The Medieval Fortress: Castles, Forts, And Walled Cities Of The Middle Ages is a good study of the art and methods of fortifications and castles built in Eastern and Western Europe during the Middle Ages from the fall of Rome to the early modern period.
The book is right around 300 pages long and includes many illustrations. It also includes a glossary, which is very helpful to those that are not familiar with the technical terms for elements of castles and fortifications. It is separated into 5 chapters, the first deals with the elements of fortification, the next three are chronological about the development of castles and the final chapter covers the significant castles of Europe by country of location.
The layout and organization of this book is very good, but one of the things I like the best about it is the way in which the information is presented. This book is written for the layman but the authors manage to maintain the scholarly feel of the writing without putting the reader off the subject. that is a very difficult balancing act with any subject but particularly so with something as inherently technical as the design of castles and fortifications. The authors manage to both inform and entertain in this book.
Another interesting aspect of this book is the author’s use of castles that are not famous as well as those that are to illustrate their points. What I discovered while reading this book was that many of the less famous castles are more interesting than the ones we have all heard of. It is interesting to read about the history of the White Tower in London but most people have heard of it. What most people have not heard of who do not study fortification or the medieval world are Vincennes Castle in France or Doonagors Castle in Ireland, both interesting takes on tower construction.

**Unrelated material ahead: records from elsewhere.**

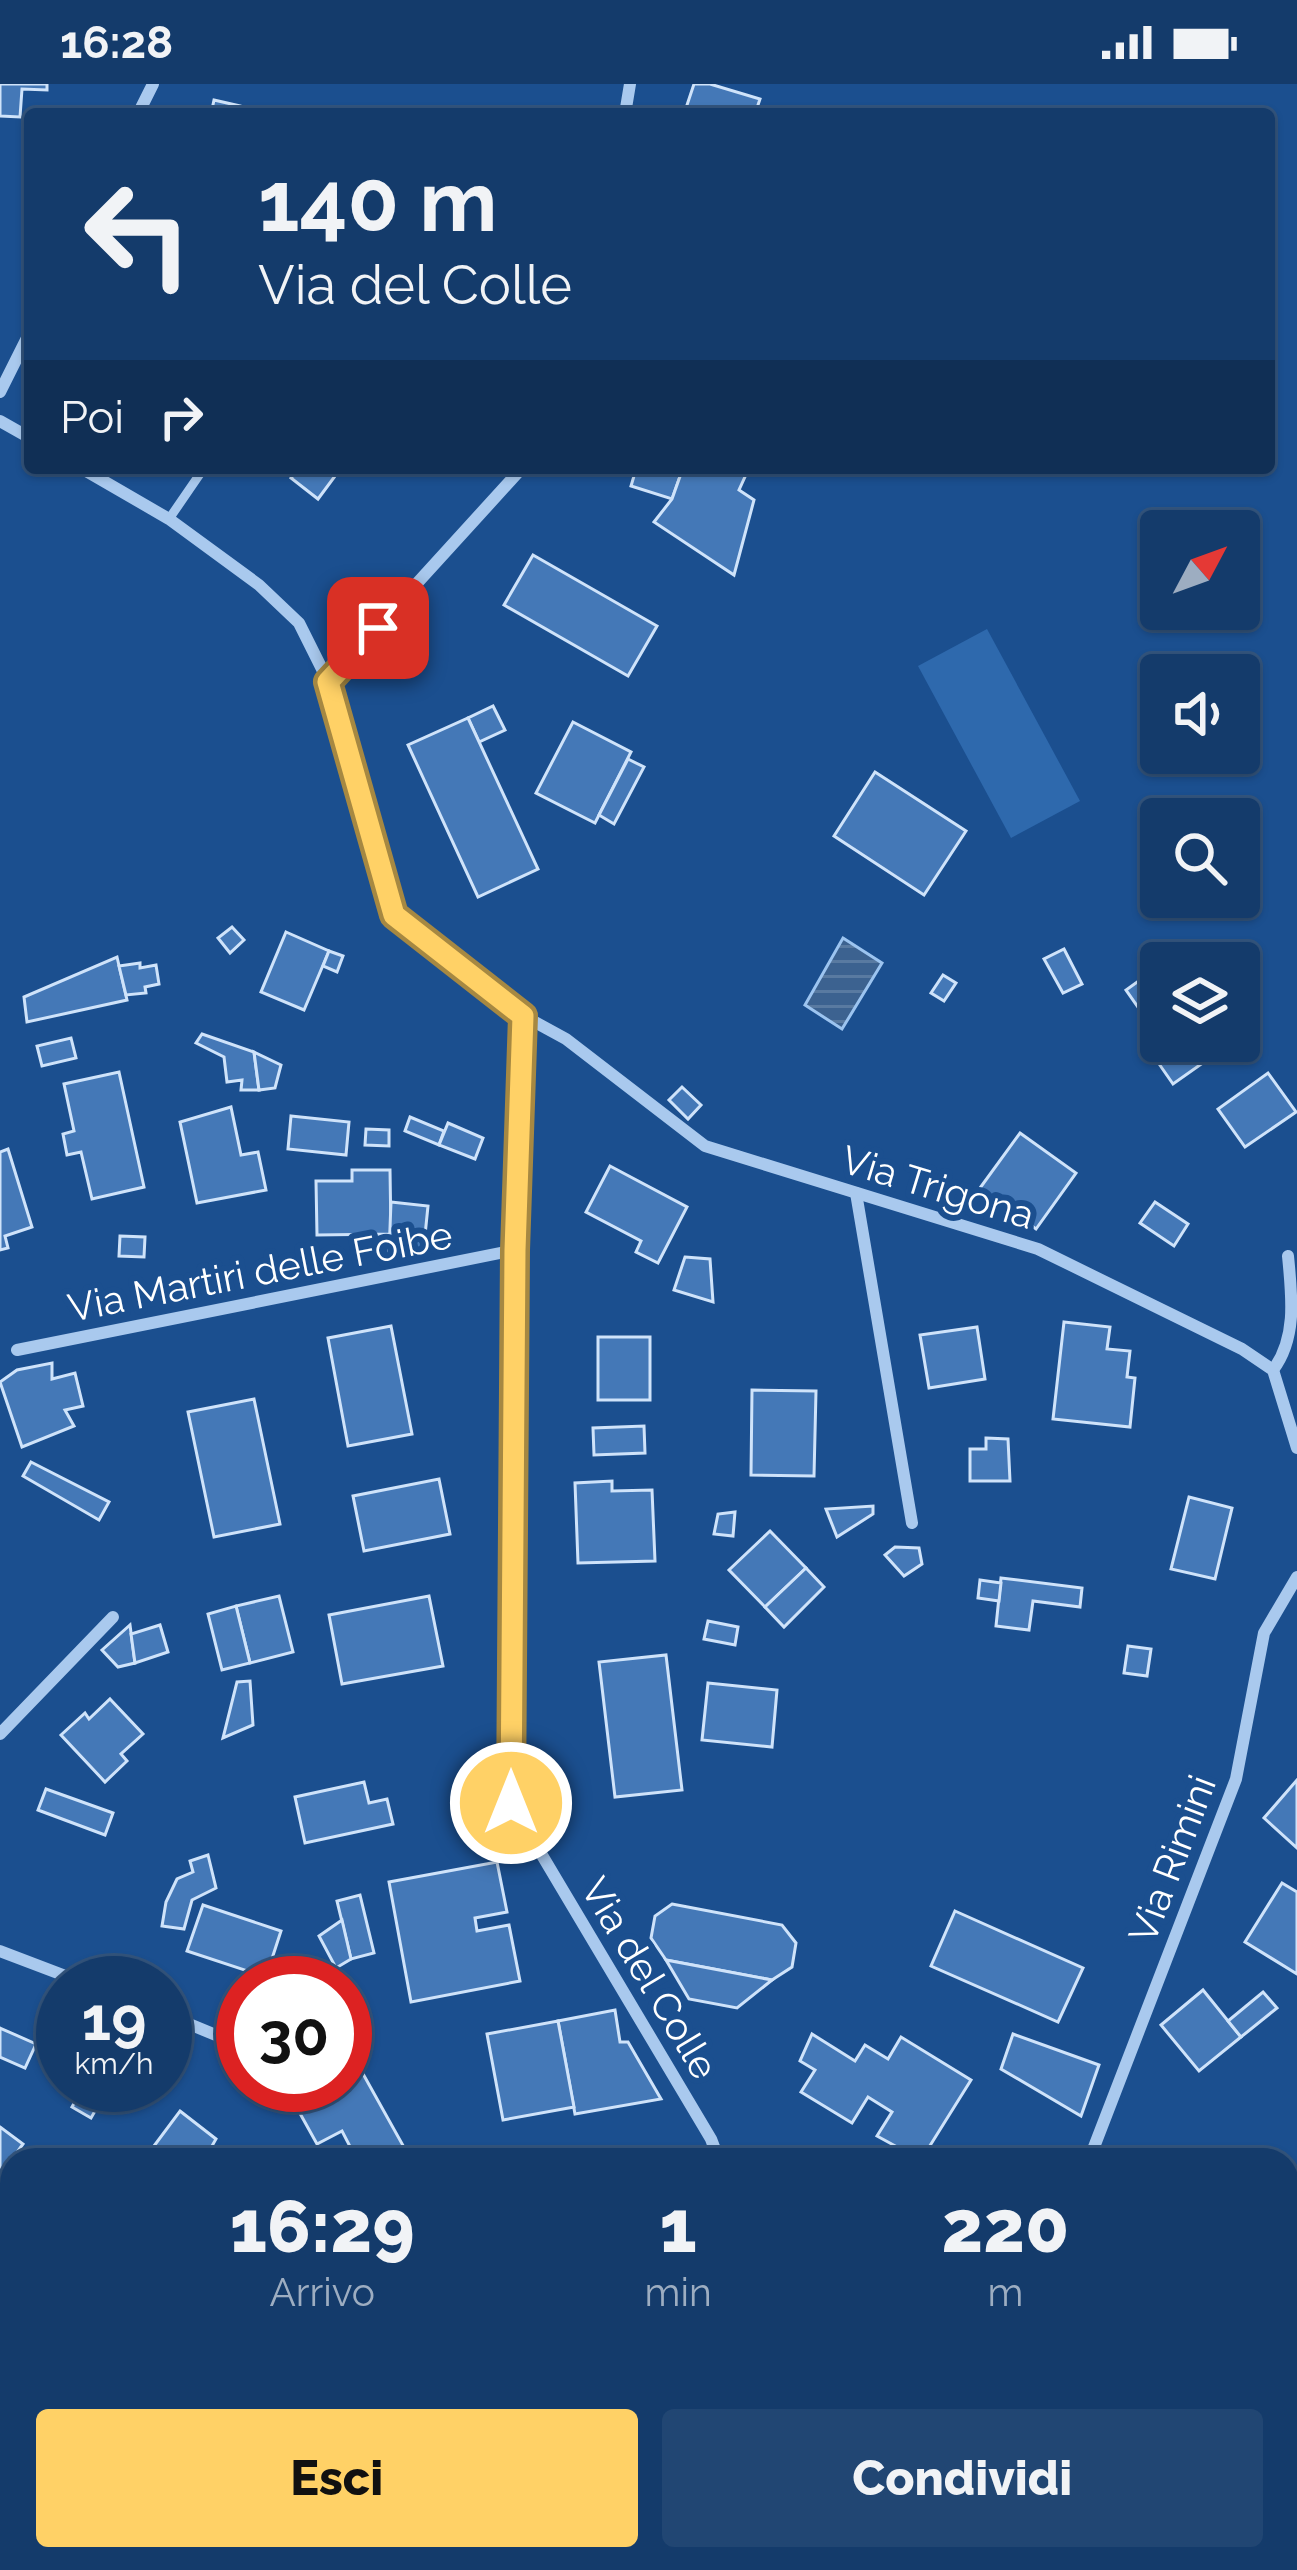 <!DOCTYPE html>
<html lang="it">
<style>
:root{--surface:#143b6b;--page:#214673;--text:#f1f3f6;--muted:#9dadc1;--line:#33557e;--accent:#ffd166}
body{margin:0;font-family:Raleway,sans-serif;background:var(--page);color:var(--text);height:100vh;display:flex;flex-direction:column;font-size:45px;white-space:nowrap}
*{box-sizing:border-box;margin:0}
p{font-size:39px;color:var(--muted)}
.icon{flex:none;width:66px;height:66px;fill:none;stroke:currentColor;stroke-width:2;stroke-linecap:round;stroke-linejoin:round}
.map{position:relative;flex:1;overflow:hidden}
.drawer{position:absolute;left:0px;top:2064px;width:1299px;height:423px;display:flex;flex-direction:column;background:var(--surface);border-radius:36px 36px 0 0;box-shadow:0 3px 9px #0004,0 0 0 3px var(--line)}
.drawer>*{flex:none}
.top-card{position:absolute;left:24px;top:24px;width:1251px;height:366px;border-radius:12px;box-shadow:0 3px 9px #0004,0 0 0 3px var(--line);background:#143b6b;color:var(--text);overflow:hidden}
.needle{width:78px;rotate:49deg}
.controls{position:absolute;left:1140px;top:426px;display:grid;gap:24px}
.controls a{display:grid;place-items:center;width:120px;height:120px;border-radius:12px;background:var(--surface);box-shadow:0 3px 9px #0004,0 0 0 3px var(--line);font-size:60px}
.speed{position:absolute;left:36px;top:1872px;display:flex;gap:24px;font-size:60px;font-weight:700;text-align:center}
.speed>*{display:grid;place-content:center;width:156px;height:156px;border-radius:50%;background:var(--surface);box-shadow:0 3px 9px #0004,0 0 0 3px var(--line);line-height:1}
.speed small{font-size:30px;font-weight:400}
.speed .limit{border:18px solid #d22;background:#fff;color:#111}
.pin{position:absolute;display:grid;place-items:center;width:102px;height:102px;color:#fff;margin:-51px;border-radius:24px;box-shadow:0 6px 18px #0006}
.me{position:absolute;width:132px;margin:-66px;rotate:0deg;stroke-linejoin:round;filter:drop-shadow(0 0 9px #0008)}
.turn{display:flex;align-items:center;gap:42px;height:252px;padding:0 36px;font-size:54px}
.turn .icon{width:156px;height:156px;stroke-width:2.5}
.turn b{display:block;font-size:84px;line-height:102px}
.then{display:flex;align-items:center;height:114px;padding:0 36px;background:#0003;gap:24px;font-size:45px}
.eta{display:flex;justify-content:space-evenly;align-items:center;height:204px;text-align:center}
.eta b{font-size:72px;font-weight:800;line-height:84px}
.action{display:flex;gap:24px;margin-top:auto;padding:24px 36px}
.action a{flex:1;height:138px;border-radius:12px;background:var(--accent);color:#111;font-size:48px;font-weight:800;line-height:138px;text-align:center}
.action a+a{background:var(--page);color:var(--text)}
.status{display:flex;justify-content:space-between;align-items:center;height:84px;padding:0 60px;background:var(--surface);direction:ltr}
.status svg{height:33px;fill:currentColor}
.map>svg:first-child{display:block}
.grass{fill:#2e69ad}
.water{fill:url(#water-rules);stroke:#9cc4f0;stroke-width:3}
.building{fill:#4478b7;stroke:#cfe3fa;stroke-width:3}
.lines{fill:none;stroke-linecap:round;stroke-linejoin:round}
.lane{stroke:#a9c9ee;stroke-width:9}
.street{stroke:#a9c9ee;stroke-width:12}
.route-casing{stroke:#a68842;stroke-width:30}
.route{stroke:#ffd166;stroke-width:21}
.labels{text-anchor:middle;stroke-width:12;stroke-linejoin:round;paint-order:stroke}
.street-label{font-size:39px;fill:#fff;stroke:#1b4f8f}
</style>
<div class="status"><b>16:28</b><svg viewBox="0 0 49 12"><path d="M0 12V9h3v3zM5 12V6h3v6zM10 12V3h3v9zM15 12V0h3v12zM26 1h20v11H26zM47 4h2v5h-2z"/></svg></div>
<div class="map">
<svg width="1297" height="2486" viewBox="0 0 1297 2486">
<defs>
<pattern id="water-rules" width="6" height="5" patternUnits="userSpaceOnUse" patternTransform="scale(3)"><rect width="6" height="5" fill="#3c6290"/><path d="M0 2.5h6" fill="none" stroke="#597aa1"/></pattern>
</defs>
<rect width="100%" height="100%" fill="#1b4f8f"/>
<path class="grass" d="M 987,545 L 1080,717 L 1011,754 L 918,582 Z"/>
<path class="water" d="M 843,854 L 882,879 L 842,945 L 805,921 Z"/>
<g class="building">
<path d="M 0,0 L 47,0 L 47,6 L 22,5 L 20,33 L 0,32 Z"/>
<path d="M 694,0 L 710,0 L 760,15 L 755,30 L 684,30 Z"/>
<path d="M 214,16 L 240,22 L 239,30 L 211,30 Z"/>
<path d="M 299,384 L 341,384 L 318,415 L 291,394 Z"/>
<path d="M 608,384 L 683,384 L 672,415 L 631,402 L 634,392 Z"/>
<path d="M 683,384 L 749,384 L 739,406 L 754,416 L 734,491 L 654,438 L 672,415 Z"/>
<path d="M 533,471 L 657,542 L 628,592 L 504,521 Z"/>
<path d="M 493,622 L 505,646 L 479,658 L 468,634 Z"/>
<path d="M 468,634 L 538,785 L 478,813 L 408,661 Z"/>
<path d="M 573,638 L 631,668 L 595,739 L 536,709 Z"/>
<path d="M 628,675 L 644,683 L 614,740 L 599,731 Z"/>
<path d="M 875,688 L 966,747 L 924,811 L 834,752 Z"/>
<path d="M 232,843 L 244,856 L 230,869 L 218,854 Z"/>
<path d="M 286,848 L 329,867 L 304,926 L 261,908 Z"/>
<path d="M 1064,865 L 1082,900 L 1063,909 L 1044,875 Z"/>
<path d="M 329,867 L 343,872 L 337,888 L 323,882 Z"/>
<path d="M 117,873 L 127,916 L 27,938 L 24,913 Z"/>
<path d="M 140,879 L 140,884 L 156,881 L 159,900 L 145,903 L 146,909 L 126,911 L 119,882 Z"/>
<path d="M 1161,881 L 1161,927 L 1147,936 L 1126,906 Z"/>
<path d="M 943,891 L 956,899 L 944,917 L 931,909 Z"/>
<path d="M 1161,936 L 1161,957 L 1231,959 L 1173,1000 L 1139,951 Z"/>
<path d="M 202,950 L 254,968 L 259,1006 L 241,1006 L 242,996 L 227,998 L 224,973 L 196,959 Z"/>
<path d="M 71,954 L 76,974 L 42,982 L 37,962 Z"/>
<path d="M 254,968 L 281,981 L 275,1004 L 259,1006 Z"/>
<path d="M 119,988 L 144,1103 L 92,1115 L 81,1068 L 67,1071 L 63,1050 L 74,1047 L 64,1000 Z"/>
<path d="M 1268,989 L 1296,1028 L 1245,1063 L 1218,1025 Z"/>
<path d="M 682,1003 L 701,1021 L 688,1035 L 669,1016 Z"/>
<path d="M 231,1023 L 241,1071 L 258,1068 L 266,1106 L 197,1119 L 180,1038 Z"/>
<path d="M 291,1032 L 349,1038 L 346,1071 L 288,1065 Z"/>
<path d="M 410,1033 L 444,1047 L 439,1061 L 405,1047 Z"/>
<path d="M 448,1039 L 483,1054 L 475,1075 L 439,1061 Z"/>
<path d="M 366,1045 L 389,1046 L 389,1062 L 365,1061 Z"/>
<path d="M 1020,1049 L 1076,1089 L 1036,1145 L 980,1104 Z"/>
<path d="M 8,1065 L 32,1143 L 5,1152 L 8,1164 L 0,1166 L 0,1068 Z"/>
<path d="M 610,1082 L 687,1123 L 658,1179 L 636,1168 L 641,1157 L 586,1128 Z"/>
<path d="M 352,1086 L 390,1086 L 391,1150 L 317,1151 L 316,1097 L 352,1097 Z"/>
<path d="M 391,1118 L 428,1122 L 423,1171 L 389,1170 Z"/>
<path d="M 1155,1118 L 1188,1140 L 1174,1162 L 1140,1139 Z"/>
<path d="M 120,1152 L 145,1153 L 144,1173 L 119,1172 Z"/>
<path d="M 685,1173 L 710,1175 L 713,1218 L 674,1206 Z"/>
<path d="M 1064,1238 L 1110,1243 L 1107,1265 L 1130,1267 L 1127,1293 L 1135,1294 L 1130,1343 L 1053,1335 Z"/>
<path d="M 391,1242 L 412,1350 L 348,1362 L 328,1254 Z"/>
<path d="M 977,1243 L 985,1295 L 929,1304 L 920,1251 Z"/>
<rect x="598" y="1253" width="52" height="63"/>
<path d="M 52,1279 L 52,1295 L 75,1289 L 83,1322 L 65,1326 L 74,1342 L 22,1363 L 0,1298 L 17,1286 Z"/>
<path d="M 752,1306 L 816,1307 L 814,1392 L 751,1391 Z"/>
<path d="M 254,1315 L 280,1440 L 214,1453 L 188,1328 Z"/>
<path d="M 644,1342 L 645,1369 L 594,1371 L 593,1344 Z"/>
<path d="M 986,1354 L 1008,1355 L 1010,1397 L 970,1397 L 970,1365 L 986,1365 Z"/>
<path d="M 31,1378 L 109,1418 L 99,1436 L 23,1392 Z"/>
<path d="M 439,1395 L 450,1450 L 364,1467 L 353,1412 Z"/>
<path d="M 612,1397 L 612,1407 L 652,1406 L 655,1477 L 578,1479 L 575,1399 Z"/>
<path d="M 1189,1413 L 1232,1424 L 1215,1495 L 1171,1485 Z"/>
<path d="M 873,1422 L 873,1430 L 837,1453 L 826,1425 Z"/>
<path d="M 735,1428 L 733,1452 L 714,1450 L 718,1430 Z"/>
<path d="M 770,1447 L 806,1484 L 765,1523 L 729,1486 Z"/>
<path d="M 895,1463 L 919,1464 L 922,1480 L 904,1492 L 885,1471 Z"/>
<path d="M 806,1484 L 824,1503 L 784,1543 L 765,1523 Z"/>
<path d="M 1001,1494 L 1082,1504 L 1080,1523 L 1033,1517 L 1029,1546 L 996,1542 Z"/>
<path d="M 980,1496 L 1001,1499 L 999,1517 L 978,1514 Z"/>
<path d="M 279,1512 L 293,1568 L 250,1579 L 236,1522 Z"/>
<path d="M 429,1512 L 443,1582 L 342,1600 L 329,1531 Z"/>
<path d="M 236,1522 L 250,1579 L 222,1586 L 208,1530 Z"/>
<path d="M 708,1537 L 738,1543 L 735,1561 L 704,1555 Z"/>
<path d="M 130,1541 L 135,1579 L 118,1583 L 102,1566 Z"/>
<path d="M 160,1541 L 168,1568 L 135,1579 L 131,1550 Z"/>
<path d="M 1128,1562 L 1151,1565 L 1147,1592 L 1124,1589 Z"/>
<path d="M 666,1571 L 682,1706 L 615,1713 L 599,1578 Z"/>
<path d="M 250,1597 L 253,1641 L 223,1654 L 237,1598 Z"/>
<path d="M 708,1599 L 777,1606 L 772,1663 L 702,1656 Z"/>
<path d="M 110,1615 L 143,1650 L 121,1670 L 127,1677 L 105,1698 L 61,1651 L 85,1629 L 89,1635 Z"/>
<path d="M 1297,1696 L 1297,1764 L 1264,1734 Z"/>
<path d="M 364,1698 L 369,1719 L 387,1715 L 393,1740 L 305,1759 L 295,1713 Z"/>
<path d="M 46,1705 L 113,1729 L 105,1751 L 38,1726 Z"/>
<path d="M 208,1771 L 216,1804 L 192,1816 L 184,1845 L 162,1842 L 166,1818 L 177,1795 L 193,1788 L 190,1777 Z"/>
<path d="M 497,1778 L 507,1828 L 475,1834 L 477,1847 L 509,1841 L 520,1897 L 411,1918 L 389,1798 Z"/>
<path d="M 1282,1799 L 1297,1808 L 1297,1890 L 1245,1858 Z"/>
<path d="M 360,1811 L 374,1869 L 351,1875 L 337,1817 Z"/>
<path d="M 672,1820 L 782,1841 L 796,1859 L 792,1883 L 772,1896 L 666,1876 L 651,1854 L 655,1832 Z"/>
<path d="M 203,1821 L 281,1847 L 266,1893 L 187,1867 Z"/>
<path d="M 955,1827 L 1083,1884 L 1058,1938 L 931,1882 Z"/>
<path d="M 342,1836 L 351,1875 L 336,1884 L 319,1852 Z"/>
<path d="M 666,1876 L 772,1896 L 737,1924 L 689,1915 Z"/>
<path d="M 1203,1906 L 1241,1953 L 1199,1987 L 1161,1941 Z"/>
<path d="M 1263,1908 L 1277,1924 L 1241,1953 L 1228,1937 Z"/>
<path d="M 615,1926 L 620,1958 L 628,1958 L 661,2015 L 575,2030 L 558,1937 Z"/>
<path d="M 558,1937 L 574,2023 L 503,2036 L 487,1950 Z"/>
<path d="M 0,1944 L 36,1960 L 25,1984 L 0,1973 Z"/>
<path d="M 812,1950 L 855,1977 L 865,1961 L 888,1975 L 901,1953 L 971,1996 L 921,2076 L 877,2052 L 892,2028 L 868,2013 L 852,2039 L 801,2008 L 815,1986 L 800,1977 Z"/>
<path d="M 1013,1950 L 1099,1981 L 1081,2032 L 1001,1985 Z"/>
<path d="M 362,1988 L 410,2074 L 357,2076 L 342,2047 L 317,2060 L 297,2024 Z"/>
<path d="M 66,2001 L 110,2001 L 91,2034 L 72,2023 L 80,2009 Z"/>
<path d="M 180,2027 L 216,2055 L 204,2076 L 156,2076 L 148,2070 Z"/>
<path d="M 0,2043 L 23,2060 L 0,2092 Z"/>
<path d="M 1110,2475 L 1163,2475 L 1157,2486 L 1105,2486 Z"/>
</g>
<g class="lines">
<path class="lane" d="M 169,435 L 204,384"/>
<g class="street">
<path d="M 138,30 L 153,0"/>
<path d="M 625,30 L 630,0"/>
<path d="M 0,308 L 30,248"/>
<path d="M 0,337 L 30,354"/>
<path d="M 81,384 L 169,435 L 259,501 L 299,539 L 328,597"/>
<path d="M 522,384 L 328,597 L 394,831 L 522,931 L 515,1166 L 511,1719 L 711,2055 L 719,2076"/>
<path d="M 522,931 L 566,955 L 705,1062 L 1038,1165 L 1242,1265 L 1273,1286 L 1297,1364"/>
<path d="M 856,1109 L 912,1439"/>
<path d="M 17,1266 L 515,1166"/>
<path d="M 1273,1286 C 1297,1254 1292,1213 1288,1172"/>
<path d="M 0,1650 L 113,1533"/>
<path d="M 0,1867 L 84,1899"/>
<path d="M 165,1930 L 223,1954"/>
<path d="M 1089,2076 L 1236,1695 L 1264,1549 L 1297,1493"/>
<path d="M 0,2379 L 12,2385"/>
<path d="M 154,2475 L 171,2486"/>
<path d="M 669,2486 L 671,2475"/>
<path d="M 926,2486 L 931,2475"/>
</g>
</g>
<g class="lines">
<defs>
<path id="route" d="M 378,544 L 328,598 L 394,831 L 523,932 L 515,1166 L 511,1719"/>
</defs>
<use href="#route" class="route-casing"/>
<use href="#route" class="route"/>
</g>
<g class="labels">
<g class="street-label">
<text transform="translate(938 1103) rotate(17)" y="14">Via Trigona</text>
<text transform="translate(260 1187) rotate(-11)" y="14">Via Martiri delle Foibe</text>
<text transform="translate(1172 1775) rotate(-69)" y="14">Via Rimini</text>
<text transform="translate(650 1894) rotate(59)" y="14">Via del Colle</text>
</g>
</g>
</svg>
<div class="controls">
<a><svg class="needle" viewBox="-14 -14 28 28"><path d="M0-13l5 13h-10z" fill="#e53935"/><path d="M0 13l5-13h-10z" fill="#9dadc1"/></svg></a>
<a><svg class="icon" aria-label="sound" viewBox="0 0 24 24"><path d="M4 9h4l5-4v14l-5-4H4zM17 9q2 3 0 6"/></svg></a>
<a><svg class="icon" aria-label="search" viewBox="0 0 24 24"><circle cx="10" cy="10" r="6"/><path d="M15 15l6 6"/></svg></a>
<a><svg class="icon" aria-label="layers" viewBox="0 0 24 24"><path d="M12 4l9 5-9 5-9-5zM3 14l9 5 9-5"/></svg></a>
</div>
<div class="speed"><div>19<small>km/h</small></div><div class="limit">30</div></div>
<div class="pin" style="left:378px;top:544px;background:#d93025"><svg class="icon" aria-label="arrive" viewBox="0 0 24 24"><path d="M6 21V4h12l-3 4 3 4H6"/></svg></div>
<svg class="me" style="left:511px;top:1719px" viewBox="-20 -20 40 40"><circle r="17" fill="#ffd166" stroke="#fff" stroke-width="3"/><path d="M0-11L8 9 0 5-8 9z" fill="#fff"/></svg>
<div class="top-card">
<div class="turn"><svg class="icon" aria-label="left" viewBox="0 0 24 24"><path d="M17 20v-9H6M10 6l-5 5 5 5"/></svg><div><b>140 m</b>Via del Colle</div></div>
<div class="then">Poi<svg class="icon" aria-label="right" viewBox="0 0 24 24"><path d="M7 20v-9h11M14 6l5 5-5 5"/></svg></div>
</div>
<section class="drawer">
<div class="eta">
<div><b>16:29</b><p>Arrivo</p></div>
<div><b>1</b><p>min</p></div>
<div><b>220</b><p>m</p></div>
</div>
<div class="action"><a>Esci</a><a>Condividi</a></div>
</section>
</div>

Perhaps the best part of the book is the descriptions of significant forts and castles of the countries in Europe. I got several travel ideas from reading this section of castles I would like to visit when I get the chance. The only drawback, if you can call it that, is that there are no color illustrations in the book, everything is black & white. That is only a minor complaint though and the lack of color photos does not really detract from the value of the book. This is an excellent book on medieval fortification that should be of interest to both the medievalist and those who just think castles are cool. I highly recommend this book.